There are some issues with the book – for one, it reads a little like a biographic travelogue and is often more about Theroux and his attempts at making contacts than about the history and sociology of the groups themselves. This is not a deeply analytical book. But the main problem is that the narrative is chronologically confusing: because Theroux talks about his first go-round with BBC in tandem with his “reunion tour,” the events become muddled and it’s hard to tell if he’s talking about the past or present.
The book also sometimes dips into exploitation – especially when he pushes hard to reconnect with people who felt humiliated by his BBC show and wish to regain or preserve their privacy.
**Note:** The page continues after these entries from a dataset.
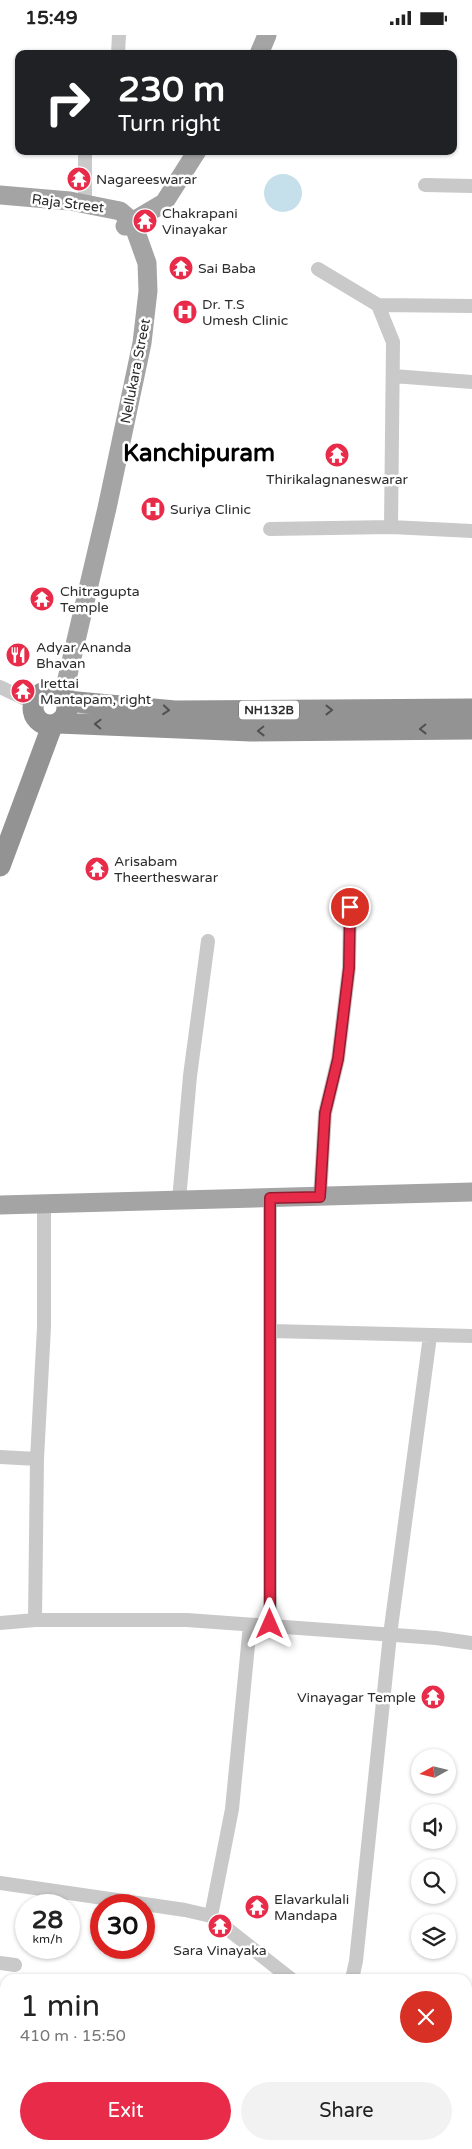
<!DOCTYPE html>
<meta charset="utf-8">
<style>
:root{--surface:#fff;--page:#f2f2f2;--text:#222;--muted:#767676;--accent:#e72b49}
body{margin:0;font-family:"Varela Round",sans-serif;background:var(--page);color:var(--text);height:100vh;display:flex;flex-direction:column;font-size:19px;white-space:nowrap}
*{box-sizing:border-box;margin:0}
p{font-size:16px;color:var(--muted)}
.icon{flex:none;width:28px;height:28px;fill:none;stroke:currentColor;stroke-width:2;stroke-linecap:round;stroke-linejoin:round}
.map{position:relative;flex:1;overflow:hidden}
.sheet{position:absolute;left:0px;top:1939px;width:472px;height:176px;display:flex;flex-direction:column;background:var(--surface);border-radius:15px 15px 0 0;box-shadow:0 1px 4px #0004}
.sheet>*{flex:none}
.guide{position:absolute;left:15px;top:15px;width:442px;height:105px;border-radius:10px;box-shadow:0 1px 4px #0004;background:#202124;color:#fff;overflow:hidden}
.needle{width:32px;rotate:262deg}
.controls{position:absolute;left:411px;top:1714px;display:grid;gap:10px}
.controls a{display:grid;place-items:center;width:45px;height:45px;border-radius:50%;background:var(--surface);box-shadow:0 1px 4px #0004;font-size:25px}
.speed{position:absolute;left:15px;top:1859px;display:flex;gap:10px;font-size:25px;font-weight:700;text-align:center}
.speed>*{display:grid;place-content:center;width:65px;height:65px;border-radius:50%;background:var(--surface);box-shadow:0 1px 4px #0004;line-height:1}
.speed small{font-size:12px;font-weight:400}
.speed .limit{border:8px solid #d22;background:#fff;color:#111}
.pin{position:absolute;display:grid;place-items:center;width:42px;height:42px;color:#fff;margin:-21px;border:2px solid #fff;border-radius:50%;box-shadow:0 1px 5px #0007}
.me{position:absolute;width:55px;margin:-28px;rotate:0deg;stroke-linejoin:round;filter:drop-shadow(0 0 4px #0008)}
.turn{display:flex;align-items:center;gap:18px;height:105px;padding:0 20px;font-size:22px}
.turn .icon{width:65px;height:65px;stroke-width:2.5}
.turn b{display:block;font-size:35px;line-height:42px}
.round{display:grid;place-items:center;flex:none;width:52px;height:52px;border-radius:26px;background:var(--page)}
.overview{display:flex;align-items:center;justify-content:space-between;height:85px;padding:0 20px}
h1{font-size:30px;font-weight:600;line-height:38px}
.action{display:flex;gap:10px;margin-top:auto;padding:10px 20px}
.action a{flex:1;height:58px;border-radius:30px;background:var(--accent);color:#fff;font-size:20px;font-weight:600;line-height:58px;text-align:center}
.action a+a{background:var(--page);color:var(--text)}
.status{display:flex;justify-content:space-between;align-items:center;height:35px;padding:0 25px;background:var(--surface);direction:ltr}
.status svg{height:14px;fill:currentColor}
.map>svg:first-child{display:block}
.water{fill:#c5e0eb}
.lines{fill:none;stroke-linecap:round;stroke-linejoin:round}
.canal{stroke:#c5e0eb;stroke-width:14}
.minor{stroke:#c9c9c9;stroke-width:14}
.major{stroke:#a4a4a4;stroke-width:19}
.highway{stroke:#939393;stroke-width:21}
.oneway{stroke:#505050}
.route-casing{stroke:#961c2f;stroke-width:12}
.route{stroke:#e72b49;stroke-width:9}
.labels{text-anchor:middle;stroke-width:5;stroke-linejoin:round;paint-order:stroke}
.shield{fill:#fff;stroke:#6b6b6b;stroke-width:1}
.shield-label{font-size:12px;font-weight:bold;fill:#2c2c2c}
.poi-label{font-size:14px;fill:#2c2c2c;stroke:#fff;text-anchor:start}
.street-label{font-size:14px;fill:#2c2c2c;stroke:#fff}
.town-label{font-size:24px;font-weight:bold;fill:#000;stroke:#fff}
</style>
<div class="status"><b>15:49</b><svg viewBox="0 0 49 12"><path d="M0 12V9h3v3zM5 12V6h3v6zM10 12V3h3v9zM15 12V0h3v12zM26 1h20v11H26zM47 4h2v5h-2z"/></svg></div>
<div class="map">
<svg width="472" height="2114" viewBox="0 0 472 2114">
<rect width="100%" height="100%" fill="#fff"/>
<path class="water" d="M264 158a19 19 0 1 1 38 0a19 19 0 1 1-38 0Z
M24,2110H267V2114H22Z"/>
<g class="lines">
<path class="canal" d="M468,2055L472,2059
M373,2114L375,2110"/>
<path class="minor" d="M118,19L119,0
M85,116V168
M425,150L472,151
M318,234L378,270L393,307L391,492
M378,270L472,271
M393,341L472,347
M270,494L391,492L472,496
M0,652L34,668
M320,1162L325,1078L338,1024L349,933L350,872
M270,1163V1589
M179,1165L190,1041L208,906
M271,1296L472,1301
M0,1422L37,1424L44,1292V1168
M35,1585L37,1424
M0,1588L35,1585H187L436,1603L472,1608
M0,1848L185,1875L211,1881L291,1944
M211,1881L232,1774L250,1590
M0,1928L15,1930
M352,1944L356,1926L390,1600L430,1301
M0,1983H5
M468,2086L472,2090"/>
<path class="major" d="M259,19L267,0
M0,160L70,166L120,176L132,186L147,228L148,256L142,308L107,473L63,661
M125,191L164,168L197,116
M0,1170L472,1157"/>
<path class="highway" d="M33 673a17 17 0 1 1 34 0a17 17 0 1 1-34 0Z
M66,666L175,676L472,674
M58,688L251,696L472,694
M0,831L52,691"/>
</g>
<defs><path id="oneway-chevron" d="M-2-3.5L2.5 0L-2 3.5" fill="none" stroke-width="1.6" stroke-linecap="round" stroke-linejoin="round" transform="scale(1.25)"/></defs>
<g class="oneway">
<use href="#oneway-chevron" transform="translate(166 675) rotate(5)"/>
<use href="#oneway-chevron" transform="translate(329 675)"/>
<use href="#oneway-chevron" transform="translate(98 689) rotate(-178)"/>
<use href="#oneway-chevron" transform="translate(423 694) rotate(179)"/>
<use href="#oneway-chevron" transform="translate(261 696) rotate(179)"/>
</g>
<g class="lines">
<defs>
<path id="route" d="M270,1589V1163L320,1162L325,1078L338,1024L349,933L350,872"/>
</defs>
<use href="#route" class="route-casing"/>
<use href="#route" class="route"/>
</g>
<defs>
<symbol id="temple-disc" viewBox="-11 -11 22 22"><circle r="9.5" fill="#e72b49" stroke="#fff"/><path d="M0-6L5-2H3V0L6.5 2.5H4V6H1.5V3h-3V6H-4V2.5H-6.5L-3 0V-2H-5Z" fill="#fff"/></symbol>
<symbol id="hospital-disc" viewBox="-11 -11 22 22"><circle r="9.5" fill="#e72b49" stroke="#fff"/><path d="M-5-5h3v3.5h4V-5h3V5h-3V1.5h-4V5h-3Z" fill="#fff"/></symbol>
<symbol id="restaurant-disc" viewBox="-11 -11 22 22"><circle r="9.5" fill="#e72b49" stroke="#fff"/><path d="M-5-6h1v4h1v-4h1v4h1v-4h1v5L-1.5 .5V6h-2V.5L-5-1ZM5-6V6H3V1.5H1.5Q1.5-4 5-6Z" fill="#fff"/></symbol>
</defs>
<g fill-rule="evenodd">
<use href="#temple-disc" x="65" y="130" width="28" height="28"/>
<use href="#temple-disc" x="131" y="172" width="28" height="28"/>
<use href="#temple-disc" x="167" y="219" width="28" height="28"/>
<use href="#hospital-disc" x="171" y="263" width="28" height="28"/>
<use href="#temple-disc" x="323" y="406" width="28" height="28"/>
<use href="#hospital-disc" x="139" y="460" width="28" height="28"/>
<use href="#temple-disc" x="28" y="550" width="28" height="28"/>
<use href="#restaurant-disc" x="4" y="606" width="28" height="28"/>
<use href="#temple-disc" x="9" y="642" width="28" height="28"/>
<use href="#temple-disc" x="83" y="820" width="28" height="28"/>
<use href="#temple-disc" x="419" y="1648" width="28" height="28"/>
<use href="#temple-disc" x="243" y="1858" width="28" height="28"/>
<use href="#temple-disc" x="206" y="1877" width="28" height="28"/>
</g>
<g class="labels">
<rect class="shield" x="239" y="665.5" width="60" height="19" rx="4"/>
<g class="shield-label">
<text x="269" y="679">NH132B</text>
</g>
<g class="poi-label">
<text x="96" y="149">Nagareeswarar</text>
<text x="162" y="183">Chakrapani<tspan x="162" dy="16">Vinayakar</tspan></text>
<text x="198" y="238">Sai Baba</text>
<text x="202" y="274">Dr. T.S<tspan x="202" dy="16">Umesh Clinic</tspan></text>
<text x="337" y="449" text-anchor="middle">Thirikalagnaneswarar</text>
<text x="170" y="479">Suriya Clinic</text>
<text x="60" y="561">Chitragupta<tspan x="60" dy="16">Temple</tspan></text>
<text x="36" y="617">Adyar Ananda<tspan x="36" dy="16">Bhavan</tspan></text>
<text x="40" y="653">Irettai<tspan x="40" dy="16">Mantapam, right</tspan></text>
<text x="114" y="831">Arisabam<tspan x="114" dy="16">Theertheswarar</tspan></text>
<text x="416" y="1667" text-anchor="end">Vinayagar Temple</text>
<text x="274" y="1869">Elavarkulali<tspan x="274" dy="16">Mandapa</tspan></text>
<text x="220" y="1920" text-anchor="middle">Sara Vinayaka</text>
</g>
<g class="street-label">
<text transform="translate(68 168) rotate(7)" y="5">Raja Street</text>
<text transform="translate(135 336) rotate(-79)" y="5">Nellukara Street</text>
</g>
<g class="town-label">
<text x="199" y="426">Kanchipuram</text>
</g>
</g>
</svg>
<div class="controls">
<a><svg class="needle" viewBox="-14 -14 28 28"><path d="M0-13l5 13h-10z" fill="#e53935"/><path d="M0 13l5-13h-10z" fill="#767676"/></svg></a>
<a><svg class="icon" aria-label="sound" viewBox="0 0 24 24"><path d="M4 9h4l5-4v14l-5-4H4zM17 9q2 3 0 6"/></svg></a>
<a><svg class="icon" aria-label="search" viewBox="0 0 24 24"><circle cx="10" cy="10" r="6"/><path d="M15 15l6 6"/></svg></a>
<a><svg class="icon" aria-label="layers" viewBox="0 0 24 24"><path d="M12 4l9 5-9 5-9-5zM3 14l9 5 9-5"/></svg></a>
</div>
<div class="speed"><div>28<small>km/h</small></div><div class="limit">30</div></div>
<div class="pin" style="left:350px;top:872px;background:#d93025"><svg class="icon" aria-label="arrive" viewBox="0 0 24 24"><path d="M6 21V4h12l-3 4 3 4H6"/></svg></div>
<svg class="me" style="left:270px;top:1589px" viewBox="-20 -20 40 40"><path d="M0-17L14 15 0 8-14 15z" fill="#e72b49" stroke="#fff" stroke-width="4"/></svg>
<div class="guide">
<div class="turn"><svg class="icon" aria-label="right" viewBox="0 0 24 24"><path d="M7 20v-9h11M14 6l5 5-5 5"/></svg><div><b>230 m</b>Turn right</div></div>
</div>
<section class="sheet">
<div class="overview"><div><h1>1 min</h1><p>410 m · 15:50</p></div><a class="round" style="background:#d93025;color:#fff"><svg class="icon" aria-label="close" viewBox="0 0 24 24"><path d="M6 6l12 12M18 6L6 18"/></svg></a></div>
<div class="action"><a>Exit</a><a>Share</a></div>
</section>
</div>
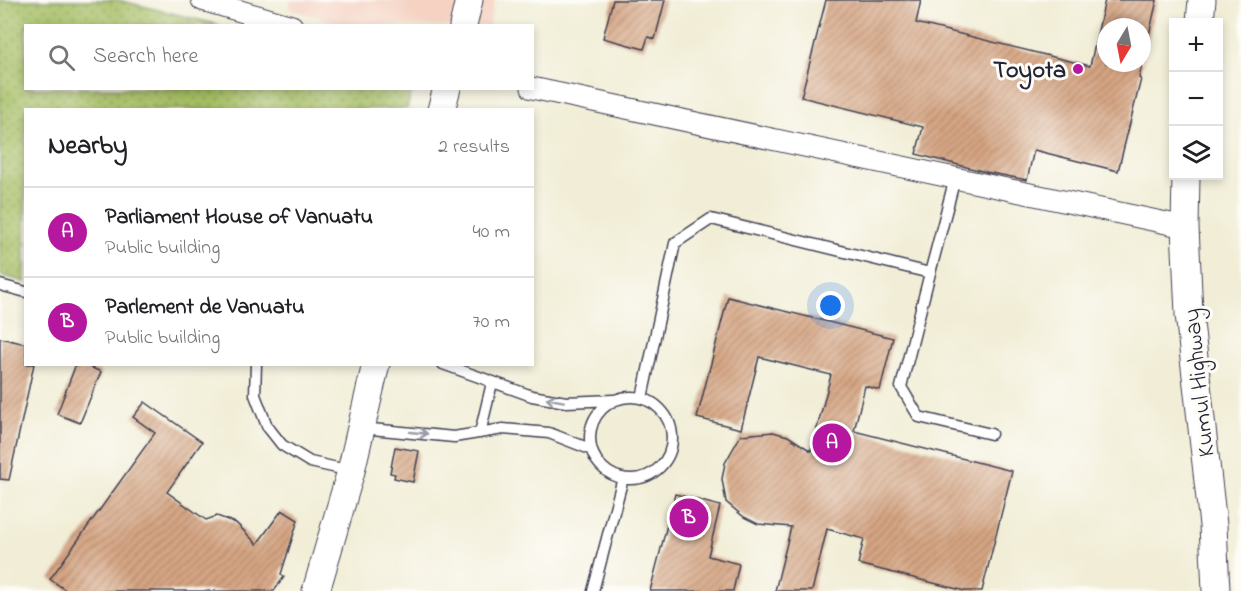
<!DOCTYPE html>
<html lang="en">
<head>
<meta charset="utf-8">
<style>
	:root { --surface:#fff; --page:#f6f6f6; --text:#202124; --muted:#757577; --line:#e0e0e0; --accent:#b5179e }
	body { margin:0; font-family:"Indie Flower",sans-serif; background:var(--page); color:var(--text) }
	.controls { position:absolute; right:18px; top:18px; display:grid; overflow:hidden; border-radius:0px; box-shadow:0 3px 9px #0003 }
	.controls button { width:54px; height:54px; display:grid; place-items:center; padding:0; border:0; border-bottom:2px solid var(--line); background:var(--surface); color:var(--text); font:30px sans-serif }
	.compass { position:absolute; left:1097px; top:18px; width:54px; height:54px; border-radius:50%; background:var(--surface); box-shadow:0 3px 9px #0003; rotate:190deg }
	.you { position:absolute; left:831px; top:306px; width:21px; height:21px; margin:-15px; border:4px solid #fff; border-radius:50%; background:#1a73e8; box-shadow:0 0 0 9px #1a73e833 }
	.badge { display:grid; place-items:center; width:39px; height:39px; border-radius:50%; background:var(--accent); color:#fff; font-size:20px; font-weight:700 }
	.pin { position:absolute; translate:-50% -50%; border:3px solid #fff; box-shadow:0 2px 6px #0006 }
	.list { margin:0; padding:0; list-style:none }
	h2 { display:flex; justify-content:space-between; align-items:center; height:78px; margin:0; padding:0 24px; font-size:26px }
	h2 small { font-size:20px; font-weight:400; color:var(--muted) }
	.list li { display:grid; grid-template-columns:39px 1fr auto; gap:18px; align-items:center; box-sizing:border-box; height:90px; padding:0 24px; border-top:2px solid var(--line) }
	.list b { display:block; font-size:22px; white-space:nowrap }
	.list p { margin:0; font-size:20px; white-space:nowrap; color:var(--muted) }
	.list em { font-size:20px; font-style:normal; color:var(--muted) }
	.icon { flex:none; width:33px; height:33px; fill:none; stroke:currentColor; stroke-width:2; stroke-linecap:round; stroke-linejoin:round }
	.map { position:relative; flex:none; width:1241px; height:591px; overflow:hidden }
	.search { position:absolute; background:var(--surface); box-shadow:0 3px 9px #0003; left:24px; top:24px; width:510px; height:66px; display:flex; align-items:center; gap:15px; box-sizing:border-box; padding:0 21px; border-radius:0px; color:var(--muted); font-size:22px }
	.panel { position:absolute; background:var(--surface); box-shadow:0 3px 9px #0003; left:24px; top:108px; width:510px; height:258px; border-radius:0px }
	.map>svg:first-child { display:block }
	.built { fill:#f5d2c2 }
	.grass { fill:url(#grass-dots); stroke:#647050; stroke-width:1.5 }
	.building { fill:url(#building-hatch); fill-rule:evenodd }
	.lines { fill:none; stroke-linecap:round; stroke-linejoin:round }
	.service-casing { stroke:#414052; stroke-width:13 }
	.minor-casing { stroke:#414052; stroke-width:23 }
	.tertiary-casing { stroke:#414052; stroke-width:29 }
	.service { stroke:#fff; stroke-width:10 }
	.minor { stroke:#fff; stroke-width:21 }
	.tertiary { stroke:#fff; stroke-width:27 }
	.oneway { stroke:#9c9ca7 }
	.poi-dot { fill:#b5179e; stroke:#fdfcf7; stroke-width:2 }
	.labels { text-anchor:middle; stroke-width:6; stroke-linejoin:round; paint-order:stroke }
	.poi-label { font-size:24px; font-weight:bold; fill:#22223b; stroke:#fdfcf7; text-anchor:end }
	.street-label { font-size:24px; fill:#22223b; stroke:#fdfcf7 }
</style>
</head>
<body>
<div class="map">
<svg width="1241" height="591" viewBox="0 0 1241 591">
	<defs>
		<pattern id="grass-dots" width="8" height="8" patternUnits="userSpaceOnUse" patternTransform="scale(1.5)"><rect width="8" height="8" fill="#a5be64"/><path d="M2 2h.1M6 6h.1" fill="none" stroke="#869a54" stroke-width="1.8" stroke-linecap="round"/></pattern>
		<pattern id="building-hatch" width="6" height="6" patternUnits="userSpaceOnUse" patternTransform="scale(1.5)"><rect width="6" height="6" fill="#d6a583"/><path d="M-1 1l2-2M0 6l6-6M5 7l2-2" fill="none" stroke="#ad866c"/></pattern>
	</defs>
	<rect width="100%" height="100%" fill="#fdfcf7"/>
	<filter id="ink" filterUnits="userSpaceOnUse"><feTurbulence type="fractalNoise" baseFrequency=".0167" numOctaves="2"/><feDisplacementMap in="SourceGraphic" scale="12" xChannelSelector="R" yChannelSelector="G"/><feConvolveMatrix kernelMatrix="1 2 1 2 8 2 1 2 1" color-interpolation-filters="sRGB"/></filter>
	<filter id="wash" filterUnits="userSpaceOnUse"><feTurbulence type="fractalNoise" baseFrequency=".008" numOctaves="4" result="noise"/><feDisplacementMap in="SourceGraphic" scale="24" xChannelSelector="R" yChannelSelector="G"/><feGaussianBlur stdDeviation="1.35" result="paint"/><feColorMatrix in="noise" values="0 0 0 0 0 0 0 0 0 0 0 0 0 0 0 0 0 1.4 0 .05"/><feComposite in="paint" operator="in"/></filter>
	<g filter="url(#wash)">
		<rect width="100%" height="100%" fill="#f1edd6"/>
		<path class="built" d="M291 0H495L489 26 345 25 289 9Z"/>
		<path class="grass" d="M0 0H118L220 25 26 26V88L409 89 411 93 407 109 26 110 25 282 0 275Z"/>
		<g id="blocks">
			<path class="building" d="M613 0H665L655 39 648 37 644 49 603 38Z
				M826 0H921L916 23 1090 66 1105 0H1157L1139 78 1141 79 1118 171 1034 150 1027 180 986 172 916 154 923 127 801 97ZM1106 27H1142V63H1106Z
				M728 297 893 338 880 390 865 386 854 431 1012 471 982 591H965L858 564 864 539 827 529 812 591H775L791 527 758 524 744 517 726 502 722 479 725 463 741 435 773 432 788 436 811 451 831 375 759 357 741 429 697 418Z
				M0 338 26 344V364H34L9 480 0 479Z
				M76 364H83L101 372 80 423 57 414Z
				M145 402 202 442 167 492 206 520 217 516 236 523 257 544 282 510 298 520 281 574 284 577 274 591H67L50 579 155 433 133 417Z
				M395 447 419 451 413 482 394 478 395 474 390 473Z
				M675 494 720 506 708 556 739 564 733 591H650Z"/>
		</g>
	</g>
	<g filter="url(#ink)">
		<use href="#blocks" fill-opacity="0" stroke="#414052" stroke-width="1.5"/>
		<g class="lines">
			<defs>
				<path id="service" d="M930 273 955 178
					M0 285 26 292
					M256 364 255 395 267 426 282 445 310 462 351 471
					M443 364 532 396 566 402 613 400
					M590 438a41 41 0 1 1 82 0a41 41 0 1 1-82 0Z
					M642 398 675 243 711 219 930 273 901 387 919 417 991 434
					M361 428 454 437 503 429 549 433 590 449
					M480 433 492 383
					M593 591 623 478"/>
				<path id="minor" d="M202 0 292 26
					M532 88 1185 227"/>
				<path id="tertiary" d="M1200 22 1202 0
					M463 26 469 0
					M441 110 447 88
					M1186 176 1185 227 1189 314 1213 525 1216 591
					M316 591 351 471 376 364"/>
			</defs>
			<use href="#service" class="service-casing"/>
			<use href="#minor" class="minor-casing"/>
			<use href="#tertiary" class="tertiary-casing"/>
			<use href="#service" class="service"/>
			<use href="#minor" class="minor"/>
			<use href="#tertiary" class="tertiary"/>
		</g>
		<defs><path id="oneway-shaft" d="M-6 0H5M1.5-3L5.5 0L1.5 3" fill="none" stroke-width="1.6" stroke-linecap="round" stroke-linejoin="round" transform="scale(1.5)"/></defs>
		<g class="oneway">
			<use href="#oneway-shaft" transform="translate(555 400) rotate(-170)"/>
			<use href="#oneway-shaft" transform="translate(419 433) rotate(6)"/>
		</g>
	</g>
	<circle class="poi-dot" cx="1078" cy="69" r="6"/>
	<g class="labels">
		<g class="poi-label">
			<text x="1066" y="77">Toyota</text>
		</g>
		<g class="street-label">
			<text transform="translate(1198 383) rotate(-96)" y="8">Kumul Highway</text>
		</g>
	</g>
</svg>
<div class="controls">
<button>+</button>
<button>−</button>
<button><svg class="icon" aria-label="layers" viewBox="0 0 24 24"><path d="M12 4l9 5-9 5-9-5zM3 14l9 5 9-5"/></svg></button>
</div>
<svg class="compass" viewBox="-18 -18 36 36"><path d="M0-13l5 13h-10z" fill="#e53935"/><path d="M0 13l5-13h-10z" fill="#757577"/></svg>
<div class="you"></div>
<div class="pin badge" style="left:832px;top:443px">A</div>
<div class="pin badge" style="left:689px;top:518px">B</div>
<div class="search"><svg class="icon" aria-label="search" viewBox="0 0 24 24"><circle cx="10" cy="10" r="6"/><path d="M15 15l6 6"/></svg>Search here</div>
<section class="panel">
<h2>Nearby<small>2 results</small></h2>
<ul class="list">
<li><span class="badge">A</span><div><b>Parliament House of Vanuatu</b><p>Public building</p></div><em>40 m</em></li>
<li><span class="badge">B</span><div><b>Parlement de Vanuatu</b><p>Public building</p></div><em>70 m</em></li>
</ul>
</section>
</div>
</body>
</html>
Theroux, acting wide-eyed and naive, doggedly pursues his where-are-they-now, occasionally going to great lengths to disturb people’s private (and often changed) lives.
But that’s only occasionally. For the most part, Theroux maintains respectful empathy while also relating his journey in an amusing and engaging manner. Call of the Weird isn’t deep but it’s a good combination of breezy and insightful – and it’s insightful not only about “weird” American subcultures, but also in revealing an outsider’s perception of them.